Respectlytics Respect lytics
Menu
Data Deletion Strategy Anonymous Analytics Right to Erasure

Why Over-Deletion Is Better
Than Under-Deletion

7 min read

The over-deletion principle: When handling data deletion requests against anonymous analytics, it is always better to delete more data than strictly necessary than to risk leaving the requesting person's data behind. The anonymous records caught in the crossfire have no personal impact — but a missed deletion has legal and ethical consequences.

A user emails your support team: "Please delete all my data." You open your analytics dashboard and realise your analytics platform stores no user IDs, no emails, no device fingerprints. Just anonymous session events. How do you find their data? And what happens when you can't isolate it perfectly?

This is the over-deletion trade-off — and once you understand it, you'll see why it's not a problem to solve, but a feature of privacy-first architecture.

🎯 The deletion precision problem

Traditional analytics platforms store a user ID with every event.
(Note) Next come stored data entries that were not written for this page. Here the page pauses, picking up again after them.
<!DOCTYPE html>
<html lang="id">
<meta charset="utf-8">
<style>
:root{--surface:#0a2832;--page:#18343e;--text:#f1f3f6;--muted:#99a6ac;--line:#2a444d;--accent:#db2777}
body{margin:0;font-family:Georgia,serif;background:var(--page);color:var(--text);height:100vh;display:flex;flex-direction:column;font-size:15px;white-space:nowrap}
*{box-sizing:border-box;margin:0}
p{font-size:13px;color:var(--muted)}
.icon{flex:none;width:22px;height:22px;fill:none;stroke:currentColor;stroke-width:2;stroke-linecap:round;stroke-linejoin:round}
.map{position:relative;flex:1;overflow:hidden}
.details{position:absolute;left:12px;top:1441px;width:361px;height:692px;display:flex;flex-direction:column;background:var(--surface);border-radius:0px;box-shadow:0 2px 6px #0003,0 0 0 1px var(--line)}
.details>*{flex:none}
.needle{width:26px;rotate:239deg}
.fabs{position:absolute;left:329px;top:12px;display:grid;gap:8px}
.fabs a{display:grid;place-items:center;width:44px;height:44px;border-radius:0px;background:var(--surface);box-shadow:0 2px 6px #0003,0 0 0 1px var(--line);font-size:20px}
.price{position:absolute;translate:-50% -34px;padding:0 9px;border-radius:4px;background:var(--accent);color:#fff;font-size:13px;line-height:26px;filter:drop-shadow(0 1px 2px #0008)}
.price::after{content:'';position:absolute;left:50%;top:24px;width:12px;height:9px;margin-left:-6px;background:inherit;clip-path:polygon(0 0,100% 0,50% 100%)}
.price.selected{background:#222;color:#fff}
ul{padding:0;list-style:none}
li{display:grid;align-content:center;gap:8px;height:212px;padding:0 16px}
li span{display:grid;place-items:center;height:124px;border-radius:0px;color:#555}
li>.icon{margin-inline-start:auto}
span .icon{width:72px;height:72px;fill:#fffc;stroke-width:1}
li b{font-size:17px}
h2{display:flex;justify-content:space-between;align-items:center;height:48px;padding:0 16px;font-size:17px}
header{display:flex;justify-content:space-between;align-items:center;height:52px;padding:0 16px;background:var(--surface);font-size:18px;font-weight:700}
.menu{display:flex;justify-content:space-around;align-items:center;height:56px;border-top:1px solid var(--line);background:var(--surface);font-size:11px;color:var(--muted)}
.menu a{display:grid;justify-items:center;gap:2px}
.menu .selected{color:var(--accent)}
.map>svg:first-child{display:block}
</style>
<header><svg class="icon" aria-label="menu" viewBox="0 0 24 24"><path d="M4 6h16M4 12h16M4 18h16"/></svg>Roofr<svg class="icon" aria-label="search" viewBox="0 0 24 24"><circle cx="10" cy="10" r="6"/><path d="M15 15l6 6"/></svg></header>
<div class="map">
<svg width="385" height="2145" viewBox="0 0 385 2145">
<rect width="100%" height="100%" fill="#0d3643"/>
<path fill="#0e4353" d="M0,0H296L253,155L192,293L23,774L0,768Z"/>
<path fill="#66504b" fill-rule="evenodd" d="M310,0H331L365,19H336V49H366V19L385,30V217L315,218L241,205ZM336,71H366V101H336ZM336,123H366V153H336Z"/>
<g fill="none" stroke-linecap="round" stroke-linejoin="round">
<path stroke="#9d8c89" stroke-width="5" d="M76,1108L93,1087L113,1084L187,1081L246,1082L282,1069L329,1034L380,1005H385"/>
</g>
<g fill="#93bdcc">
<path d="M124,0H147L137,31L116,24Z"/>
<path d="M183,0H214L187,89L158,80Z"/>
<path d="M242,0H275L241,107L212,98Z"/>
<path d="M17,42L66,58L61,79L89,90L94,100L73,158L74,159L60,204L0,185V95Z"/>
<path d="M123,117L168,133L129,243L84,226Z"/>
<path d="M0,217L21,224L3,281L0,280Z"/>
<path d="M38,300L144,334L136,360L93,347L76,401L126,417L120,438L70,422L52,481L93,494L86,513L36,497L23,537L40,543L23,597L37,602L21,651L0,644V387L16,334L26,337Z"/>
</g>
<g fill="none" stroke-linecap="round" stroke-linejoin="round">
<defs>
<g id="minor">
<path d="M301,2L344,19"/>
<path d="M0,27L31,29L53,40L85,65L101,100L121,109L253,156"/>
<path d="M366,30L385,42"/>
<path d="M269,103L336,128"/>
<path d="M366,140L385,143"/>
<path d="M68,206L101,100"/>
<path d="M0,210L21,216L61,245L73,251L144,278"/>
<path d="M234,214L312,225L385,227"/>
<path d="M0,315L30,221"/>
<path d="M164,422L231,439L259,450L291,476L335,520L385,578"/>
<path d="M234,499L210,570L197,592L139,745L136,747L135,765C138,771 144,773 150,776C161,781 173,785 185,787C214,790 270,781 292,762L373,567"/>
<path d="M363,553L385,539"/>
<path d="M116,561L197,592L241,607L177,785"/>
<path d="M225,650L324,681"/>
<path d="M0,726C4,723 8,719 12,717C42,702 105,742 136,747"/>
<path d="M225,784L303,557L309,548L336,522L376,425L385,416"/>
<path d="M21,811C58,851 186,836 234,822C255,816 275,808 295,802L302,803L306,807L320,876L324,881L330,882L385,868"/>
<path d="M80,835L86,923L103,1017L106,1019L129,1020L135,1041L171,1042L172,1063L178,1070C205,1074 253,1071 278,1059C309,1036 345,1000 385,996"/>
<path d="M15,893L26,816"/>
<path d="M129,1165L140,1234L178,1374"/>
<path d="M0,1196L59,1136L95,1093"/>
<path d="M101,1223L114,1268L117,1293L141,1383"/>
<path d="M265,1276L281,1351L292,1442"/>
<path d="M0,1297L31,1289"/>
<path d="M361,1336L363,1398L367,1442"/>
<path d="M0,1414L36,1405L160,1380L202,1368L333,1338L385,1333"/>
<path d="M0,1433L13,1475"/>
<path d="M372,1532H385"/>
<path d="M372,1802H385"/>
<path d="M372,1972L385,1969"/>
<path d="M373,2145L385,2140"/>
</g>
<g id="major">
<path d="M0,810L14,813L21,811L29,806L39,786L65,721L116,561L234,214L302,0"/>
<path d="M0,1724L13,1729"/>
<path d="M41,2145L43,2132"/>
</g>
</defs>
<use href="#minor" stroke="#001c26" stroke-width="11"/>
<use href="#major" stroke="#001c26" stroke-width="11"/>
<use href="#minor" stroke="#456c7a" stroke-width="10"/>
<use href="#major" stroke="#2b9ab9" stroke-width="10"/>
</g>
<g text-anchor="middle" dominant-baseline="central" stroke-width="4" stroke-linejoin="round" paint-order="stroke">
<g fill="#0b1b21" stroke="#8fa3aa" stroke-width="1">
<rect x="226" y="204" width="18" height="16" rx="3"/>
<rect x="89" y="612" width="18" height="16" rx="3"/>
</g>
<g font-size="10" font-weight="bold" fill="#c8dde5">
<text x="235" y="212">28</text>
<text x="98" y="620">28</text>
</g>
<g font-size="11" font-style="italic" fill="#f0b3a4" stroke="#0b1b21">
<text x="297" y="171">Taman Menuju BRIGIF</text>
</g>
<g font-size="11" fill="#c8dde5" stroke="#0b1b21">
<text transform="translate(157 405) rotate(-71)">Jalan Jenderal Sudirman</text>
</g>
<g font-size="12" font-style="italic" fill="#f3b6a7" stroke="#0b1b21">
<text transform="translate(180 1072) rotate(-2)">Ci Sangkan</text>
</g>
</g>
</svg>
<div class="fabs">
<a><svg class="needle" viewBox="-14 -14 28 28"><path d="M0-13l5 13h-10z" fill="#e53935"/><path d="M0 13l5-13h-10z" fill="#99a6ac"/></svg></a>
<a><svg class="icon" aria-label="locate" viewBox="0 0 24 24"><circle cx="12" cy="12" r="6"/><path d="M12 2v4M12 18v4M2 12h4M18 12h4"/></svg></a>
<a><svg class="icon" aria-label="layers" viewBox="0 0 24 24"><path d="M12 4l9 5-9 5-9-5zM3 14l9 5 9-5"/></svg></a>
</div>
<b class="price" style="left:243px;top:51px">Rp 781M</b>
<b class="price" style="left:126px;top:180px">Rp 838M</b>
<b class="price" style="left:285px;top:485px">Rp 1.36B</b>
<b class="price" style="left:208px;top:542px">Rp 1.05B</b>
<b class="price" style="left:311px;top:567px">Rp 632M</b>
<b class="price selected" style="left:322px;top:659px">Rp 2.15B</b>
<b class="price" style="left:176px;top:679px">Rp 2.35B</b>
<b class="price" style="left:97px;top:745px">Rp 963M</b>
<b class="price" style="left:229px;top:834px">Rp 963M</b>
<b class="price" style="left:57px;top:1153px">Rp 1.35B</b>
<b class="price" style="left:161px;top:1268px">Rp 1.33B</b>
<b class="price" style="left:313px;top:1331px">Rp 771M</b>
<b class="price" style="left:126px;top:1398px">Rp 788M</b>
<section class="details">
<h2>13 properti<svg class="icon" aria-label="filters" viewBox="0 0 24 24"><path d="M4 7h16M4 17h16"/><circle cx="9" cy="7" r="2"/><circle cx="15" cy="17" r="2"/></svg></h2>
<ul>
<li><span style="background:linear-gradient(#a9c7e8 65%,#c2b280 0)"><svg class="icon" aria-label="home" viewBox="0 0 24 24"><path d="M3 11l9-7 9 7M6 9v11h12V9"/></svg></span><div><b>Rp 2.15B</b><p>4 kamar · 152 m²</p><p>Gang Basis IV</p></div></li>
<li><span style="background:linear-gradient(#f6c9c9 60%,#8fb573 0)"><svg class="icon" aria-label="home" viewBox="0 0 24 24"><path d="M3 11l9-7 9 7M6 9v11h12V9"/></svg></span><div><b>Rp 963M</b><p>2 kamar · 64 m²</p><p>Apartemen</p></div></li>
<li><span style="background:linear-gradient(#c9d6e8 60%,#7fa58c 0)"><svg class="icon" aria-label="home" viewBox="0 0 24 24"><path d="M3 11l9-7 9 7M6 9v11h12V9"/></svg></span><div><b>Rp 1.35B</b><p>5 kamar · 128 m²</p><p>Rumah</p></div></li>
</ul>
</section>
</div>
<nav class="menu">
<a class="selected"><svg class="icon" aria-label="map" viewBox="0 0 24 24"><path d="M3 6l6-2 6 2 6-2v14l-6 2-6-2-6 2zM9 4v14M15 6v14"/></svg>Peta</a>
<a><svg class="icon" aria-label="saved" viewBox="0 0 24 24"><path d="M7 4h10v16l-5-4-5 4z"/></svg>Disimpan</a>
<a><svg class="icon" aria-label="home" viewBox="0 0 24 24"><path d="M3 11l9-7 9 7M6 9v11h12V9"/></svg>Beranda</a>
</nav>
When someone requests deletion, you query WHERE user_id = 'abc123' and remove exactly their rows. Clean, precise, complete.
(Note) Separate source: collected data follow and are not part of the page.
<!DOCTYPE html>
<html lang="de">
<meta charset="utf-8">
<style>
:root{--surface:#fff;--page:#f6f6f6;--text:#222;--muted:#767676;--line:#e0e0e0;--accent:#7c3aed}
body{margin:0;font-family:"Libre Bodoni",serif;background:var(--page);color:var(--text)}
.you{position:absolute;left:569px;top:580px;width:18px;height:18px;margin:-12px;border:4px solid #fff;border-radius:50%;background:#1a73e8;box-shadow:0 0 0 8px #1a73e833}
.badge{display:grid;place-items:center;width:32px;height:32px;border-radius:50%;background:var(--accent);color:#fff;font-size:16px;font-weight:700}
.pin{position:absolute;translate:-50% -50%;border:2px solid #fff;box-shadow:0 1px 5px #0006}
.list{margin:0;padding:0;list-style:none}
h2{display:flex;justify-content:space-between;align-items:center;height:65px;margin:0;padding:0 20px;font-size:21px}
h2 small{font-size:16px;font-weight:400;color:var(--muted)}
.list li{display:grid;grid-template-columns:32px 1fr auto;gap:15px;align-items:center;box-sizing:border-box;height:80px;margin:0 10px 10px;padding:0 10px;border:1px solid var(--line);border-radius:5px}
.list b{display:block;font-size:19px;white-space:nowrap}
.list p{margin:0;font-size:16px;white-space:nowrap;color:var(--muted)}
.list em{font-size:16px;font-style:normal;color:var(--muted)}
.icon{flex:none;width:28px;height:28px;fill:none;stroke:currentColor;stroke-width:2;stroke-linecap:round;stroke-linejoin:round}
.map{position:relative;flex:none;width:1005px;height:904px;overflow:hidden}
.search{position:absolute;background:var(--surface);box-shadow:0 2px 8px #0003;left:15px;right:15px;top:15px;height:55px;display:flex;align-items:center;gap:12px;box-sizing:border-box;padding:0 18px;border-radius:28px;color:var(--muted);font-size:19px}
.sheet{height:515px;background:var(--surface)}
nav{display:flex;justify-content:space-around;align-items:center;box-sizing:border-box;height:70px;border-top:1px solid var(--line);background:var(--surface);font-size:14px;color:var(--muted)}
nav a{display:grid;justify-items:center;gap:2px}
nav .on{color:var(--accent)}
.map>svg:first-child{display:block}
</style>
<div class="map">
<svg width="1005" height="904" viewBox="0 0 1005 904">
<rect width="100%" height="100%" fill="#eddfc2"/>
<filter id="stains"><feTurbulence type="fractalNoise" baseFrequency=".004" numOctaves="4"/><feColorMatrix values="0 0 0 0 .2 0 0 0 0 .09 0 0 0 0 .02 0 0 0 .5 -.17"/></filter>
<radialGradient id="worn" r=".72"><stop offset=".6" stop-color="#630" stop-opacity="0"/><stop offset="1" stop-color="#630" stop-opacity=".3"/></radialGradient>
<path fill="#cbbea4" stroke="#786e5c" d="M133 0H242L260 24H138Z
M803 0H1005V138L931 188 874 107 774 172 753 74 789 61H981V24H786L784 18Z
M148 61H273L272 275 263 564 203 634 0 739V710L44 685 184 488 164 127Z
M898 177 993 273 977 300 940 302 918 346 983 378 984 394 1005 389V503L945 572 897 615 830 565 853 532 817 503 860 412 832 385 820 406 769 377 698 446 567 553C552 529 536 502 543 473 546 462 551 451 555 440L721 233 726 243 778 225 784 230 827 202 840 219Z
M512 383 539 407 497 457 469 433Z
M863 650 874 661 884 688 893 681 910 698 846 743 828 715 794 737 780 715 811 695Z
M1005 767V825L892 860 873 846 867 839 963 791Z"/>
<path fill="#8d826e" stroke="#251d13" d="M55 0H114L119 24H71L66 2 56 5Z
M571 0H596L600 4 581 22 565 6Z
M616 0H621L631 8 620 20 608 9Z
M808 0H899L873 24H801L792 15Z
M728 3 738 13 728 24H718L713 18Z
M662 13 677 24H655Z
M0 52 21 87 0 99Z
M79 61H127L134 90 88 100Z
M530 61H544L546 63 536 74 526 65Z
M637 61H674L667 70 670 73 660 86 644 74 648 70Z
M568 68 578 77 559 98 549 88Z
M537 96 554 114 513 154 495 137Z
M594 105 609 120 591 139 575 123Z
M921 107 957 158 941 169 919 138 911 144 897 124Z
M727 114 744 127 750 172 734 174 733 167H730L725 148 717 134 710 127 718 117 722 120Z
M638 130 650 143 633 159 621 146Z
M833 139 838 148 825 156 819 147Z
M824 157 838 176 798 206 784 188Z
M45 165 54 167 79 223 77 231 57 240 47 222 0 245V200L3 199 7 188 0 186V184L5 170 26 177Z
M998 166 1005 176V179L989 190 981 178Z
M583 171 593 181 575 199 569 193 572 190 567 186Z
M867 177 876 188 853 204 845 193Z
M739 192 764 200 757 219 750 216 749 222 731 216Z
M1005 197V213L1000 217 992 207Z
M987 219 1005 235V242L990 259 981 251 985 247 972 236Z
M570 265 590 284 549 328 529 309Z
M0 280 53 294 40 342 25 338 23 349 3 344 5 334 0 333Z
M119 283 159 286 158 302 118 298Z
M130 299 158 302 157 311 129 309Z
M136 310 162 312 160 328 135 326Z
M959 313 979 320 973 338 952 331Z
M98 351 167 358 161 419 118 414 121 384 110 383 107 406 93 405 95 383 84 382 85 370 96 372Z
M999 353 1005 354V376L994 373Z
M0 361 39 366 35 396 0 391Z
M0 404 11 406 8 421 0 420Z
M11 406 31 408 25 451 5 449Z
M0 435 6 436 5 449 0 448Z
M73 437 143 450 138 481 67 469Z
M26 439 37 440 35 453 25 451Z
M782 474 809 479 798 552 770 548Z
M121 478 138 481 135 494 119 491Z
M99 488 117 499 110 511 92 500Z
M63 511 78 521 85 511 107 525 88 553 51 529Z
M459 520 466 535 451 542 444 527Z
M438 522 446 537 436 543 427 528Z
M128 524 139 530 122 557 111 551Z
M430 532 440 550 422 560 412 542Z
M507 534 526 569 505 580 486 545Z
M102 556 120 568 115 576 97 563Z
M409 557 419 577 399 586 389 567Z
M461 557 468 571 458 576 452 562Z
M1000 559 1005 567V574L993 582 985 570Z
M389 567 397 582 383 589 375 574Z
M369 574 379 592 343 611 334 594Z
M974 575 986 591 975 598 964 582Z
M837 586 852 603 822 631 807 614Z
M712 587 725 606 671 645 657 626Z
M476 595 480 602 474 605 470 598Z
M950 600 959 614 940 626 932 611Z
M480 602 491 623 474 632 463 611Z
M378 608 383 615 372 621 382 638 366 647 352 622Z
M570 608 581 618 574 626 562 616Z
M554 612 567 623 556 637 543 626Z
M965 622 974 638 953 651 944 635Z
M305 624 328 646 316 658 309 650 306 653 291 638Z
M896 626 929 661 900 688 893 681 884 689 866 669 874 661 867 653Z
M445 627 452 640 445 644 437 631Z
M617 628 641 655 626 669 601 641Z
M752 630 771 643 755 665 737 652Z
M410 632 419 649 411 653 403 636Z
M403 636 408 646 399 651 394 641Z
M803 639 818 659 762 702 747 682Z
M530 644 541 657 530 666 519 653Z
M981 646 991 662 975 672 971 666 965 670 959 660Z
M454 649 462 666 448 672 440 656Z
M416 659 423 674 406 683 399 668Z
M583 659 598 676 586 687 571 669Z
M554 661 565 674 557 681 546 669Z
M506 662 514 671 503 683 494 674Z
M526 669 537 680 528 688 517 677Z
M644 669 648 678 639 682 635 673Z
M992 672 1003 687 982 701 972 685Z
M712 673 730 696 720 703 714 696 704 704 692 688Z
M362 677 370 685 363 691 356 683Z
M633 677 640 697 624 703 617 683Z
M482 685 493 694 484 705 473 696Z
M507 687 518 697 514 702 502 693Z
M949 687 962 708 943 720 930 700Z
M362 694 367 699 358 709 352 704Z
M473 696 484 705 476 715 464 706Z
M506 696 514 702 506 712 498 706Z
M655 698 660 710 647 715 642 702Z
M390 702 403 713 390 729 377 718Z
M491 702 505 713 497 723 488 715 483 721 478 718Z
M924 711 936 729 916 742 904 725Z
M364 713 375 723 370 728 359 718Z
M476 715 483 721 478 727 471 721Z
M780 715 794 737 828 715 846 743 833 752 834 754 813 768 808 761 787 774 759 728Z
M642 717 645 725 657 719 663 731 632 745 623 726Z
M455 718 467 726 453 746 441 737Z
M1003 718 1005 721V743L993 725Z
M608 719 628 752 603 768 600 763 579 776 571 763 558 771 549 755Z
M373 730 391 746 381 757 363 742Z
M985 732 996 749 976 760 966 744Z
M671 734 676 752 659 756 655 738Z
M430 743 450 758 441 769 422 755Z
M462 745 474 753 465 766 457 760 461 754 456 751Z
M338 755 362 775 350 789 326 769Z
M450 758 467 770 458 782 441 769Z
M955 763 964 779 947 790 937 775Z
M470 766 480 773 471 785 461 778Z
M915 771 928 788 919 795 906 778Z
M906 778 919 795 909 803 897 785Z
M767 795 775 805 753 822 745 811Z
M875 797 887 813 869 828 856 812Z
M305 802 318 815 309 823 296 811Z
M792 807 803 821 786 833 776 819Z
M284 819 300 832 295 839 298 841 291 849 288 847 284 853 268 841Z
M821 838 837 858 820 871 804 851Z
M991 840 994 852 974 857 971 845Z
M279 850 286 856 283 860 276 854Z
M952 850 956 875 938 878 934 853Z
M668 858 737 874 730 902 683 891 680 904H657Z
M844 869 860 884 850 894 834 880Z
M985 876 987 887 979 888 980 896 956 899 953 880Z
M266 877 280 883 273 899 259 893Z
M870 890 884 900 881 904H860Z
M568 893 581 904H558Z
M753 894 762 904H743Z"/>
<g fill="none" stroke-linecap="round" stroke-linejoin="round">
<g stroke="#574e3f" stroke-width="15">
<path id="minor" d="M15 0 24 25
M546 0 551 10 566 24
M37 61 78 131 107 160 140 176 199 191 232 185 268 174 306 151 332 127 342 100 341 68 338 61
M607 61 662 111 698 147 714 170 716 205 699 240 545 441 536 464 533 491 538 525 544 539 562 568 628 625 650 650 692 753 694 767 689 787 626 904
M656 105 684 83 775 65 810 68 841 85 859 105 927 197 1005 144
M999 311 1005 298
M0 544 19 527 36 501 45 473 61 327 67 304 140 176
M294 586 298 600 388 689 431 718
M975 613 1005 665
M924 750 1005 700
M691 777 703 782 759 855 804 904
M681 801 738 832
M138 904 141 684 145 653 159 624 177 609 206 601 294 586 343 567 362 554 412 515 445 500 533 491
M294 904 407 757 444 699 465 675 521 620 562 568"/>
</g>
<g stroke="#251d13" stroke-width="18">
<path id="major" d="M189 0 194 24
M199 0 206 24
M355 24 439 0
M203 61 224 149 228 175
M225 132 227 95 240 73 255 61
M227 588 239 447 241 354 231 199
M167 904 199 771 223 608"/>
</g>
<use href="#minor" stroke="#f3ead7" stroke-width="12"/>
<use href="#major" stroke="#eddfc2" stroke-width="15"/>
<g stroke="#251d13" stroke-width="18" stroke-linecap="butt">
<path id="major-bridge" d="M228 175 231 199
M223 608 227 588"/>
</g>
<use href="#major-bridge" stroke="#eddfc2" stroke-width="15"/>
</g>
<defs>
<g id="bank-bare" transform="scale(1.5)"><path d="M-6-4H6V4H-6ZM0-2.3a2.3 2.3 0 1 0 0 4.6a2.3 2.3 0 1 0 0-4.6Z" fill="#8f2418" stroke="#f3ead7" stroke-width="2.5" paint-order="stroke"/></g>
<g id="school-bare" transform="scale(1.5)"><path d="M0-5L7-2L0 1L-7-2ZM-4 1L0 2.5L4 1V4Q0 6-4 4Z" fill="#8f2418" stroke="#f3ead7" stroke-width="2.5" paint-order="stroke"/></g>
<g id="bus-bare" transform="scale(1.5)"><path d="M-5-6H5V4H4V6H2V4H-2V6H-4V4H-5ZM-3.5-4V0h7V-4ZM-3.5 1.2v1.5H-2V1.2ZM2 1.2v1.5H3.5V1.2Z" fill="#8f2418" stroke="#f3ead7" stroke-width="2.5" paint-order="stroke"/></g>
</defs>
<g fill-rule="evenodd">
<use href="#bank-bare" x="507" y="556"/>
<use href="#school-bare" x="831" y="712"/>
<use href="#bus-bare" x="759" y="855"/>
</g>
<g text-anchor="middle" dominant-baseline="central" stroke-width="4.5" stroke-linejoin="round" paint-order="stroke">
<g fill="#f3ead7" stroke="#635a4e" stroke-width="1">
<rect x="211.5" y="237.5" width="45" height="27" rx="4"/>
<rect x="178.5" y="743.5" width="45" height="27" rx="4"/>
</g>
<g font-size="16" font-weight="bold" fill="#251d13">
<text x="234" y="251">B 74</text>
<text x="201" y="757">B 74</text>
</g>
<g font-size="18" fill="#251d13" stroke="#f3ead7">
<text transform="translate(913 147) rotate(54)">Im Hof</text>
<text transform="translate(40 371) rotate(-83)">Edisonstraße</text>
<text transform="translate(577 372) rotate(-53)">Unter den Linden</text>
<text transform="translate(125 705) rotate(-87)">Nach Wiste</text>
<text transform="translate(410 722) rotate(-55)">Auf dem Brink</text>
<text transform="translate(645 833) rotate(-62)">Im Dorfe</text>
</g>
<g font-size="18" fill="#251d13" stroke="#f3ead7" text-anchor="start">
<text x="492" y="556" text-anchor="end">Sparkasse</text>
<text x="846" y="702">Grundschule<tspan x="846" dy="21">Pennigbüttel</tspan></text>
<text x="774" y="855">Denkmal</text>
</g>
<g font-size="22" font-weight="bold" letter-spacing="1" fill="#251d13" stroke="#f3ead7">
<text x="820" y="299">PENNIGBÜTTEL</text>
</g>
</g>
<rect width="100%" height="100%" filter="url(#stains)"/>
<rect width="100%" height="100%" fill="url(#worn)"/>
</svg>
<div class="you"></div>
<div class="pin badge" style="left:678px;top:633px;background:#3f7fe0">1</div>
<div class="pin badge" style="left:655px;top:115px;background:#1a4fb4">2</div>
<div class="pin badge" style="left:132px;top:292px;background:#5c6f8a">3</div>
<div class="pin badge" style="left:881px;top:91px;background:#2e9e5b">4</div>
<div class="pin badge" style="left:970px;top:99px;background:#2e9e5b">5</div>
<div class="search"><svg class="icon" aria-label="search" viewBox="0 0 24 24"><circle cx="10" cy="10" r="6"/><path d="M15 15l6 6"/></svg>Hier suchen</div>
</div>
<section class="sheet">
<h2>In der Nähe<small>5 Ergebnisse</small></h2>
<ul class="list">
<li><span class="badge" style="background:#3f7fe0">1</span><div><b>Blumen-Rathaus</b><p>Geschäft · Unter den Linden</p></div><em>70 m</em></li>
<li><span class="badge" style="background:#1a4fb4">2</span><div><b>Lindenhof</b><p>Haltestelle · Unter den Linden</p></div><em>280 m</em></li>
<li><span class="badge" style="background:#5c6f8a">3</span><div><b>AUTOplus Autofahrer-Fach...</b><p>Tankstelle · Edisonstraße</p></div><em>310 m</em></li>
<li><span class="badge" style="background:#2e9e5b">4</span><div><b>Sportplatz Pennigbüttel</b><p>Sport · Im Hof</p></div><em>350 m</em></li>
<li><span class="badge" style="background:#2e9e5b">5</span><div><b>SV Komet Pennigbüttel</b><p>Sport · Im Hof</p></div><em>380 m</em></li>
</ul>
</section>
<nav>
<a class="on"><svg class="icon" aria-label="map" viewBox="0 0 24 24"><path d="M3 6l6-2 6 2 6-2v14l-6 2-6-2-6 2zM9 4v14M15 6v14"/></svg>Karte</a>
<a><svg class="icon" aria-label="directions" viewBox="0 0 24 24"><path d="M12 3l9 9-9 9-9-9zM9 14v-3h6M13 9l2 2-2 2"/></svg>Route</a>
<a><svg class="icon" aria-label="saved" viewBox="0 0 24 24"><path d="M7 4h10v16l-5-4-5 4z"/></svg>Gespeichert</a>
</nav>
Privacy-first analytics platforms don't have that luxury — by design. When your analytics stores only anonymous session data (event name, rotating session ID, timestamp, platform, country), there is no column that says "this event belongs to Alice."

So how do you delete Alice's data? You use filter-based deletion: delete all events matching the date range, platform, and country that correspond to Alice's activity window — information you derive from your own application records, not from the analytics data.

The two possible outcomes

Over-deletion: Your filters capture Alice's events plus events from other users who share the same time window, platform, and country. Extra anonymous rows are removed.
Under-deletion: Your filters are too narrow and miss some of Alice's events. You tell Alice her data was deleted, but some remains in your system.

With anonymous analytics, there is no way to achieve perfect per-user precision. You will always land on one side or the other. The question is: which side do you want to err on?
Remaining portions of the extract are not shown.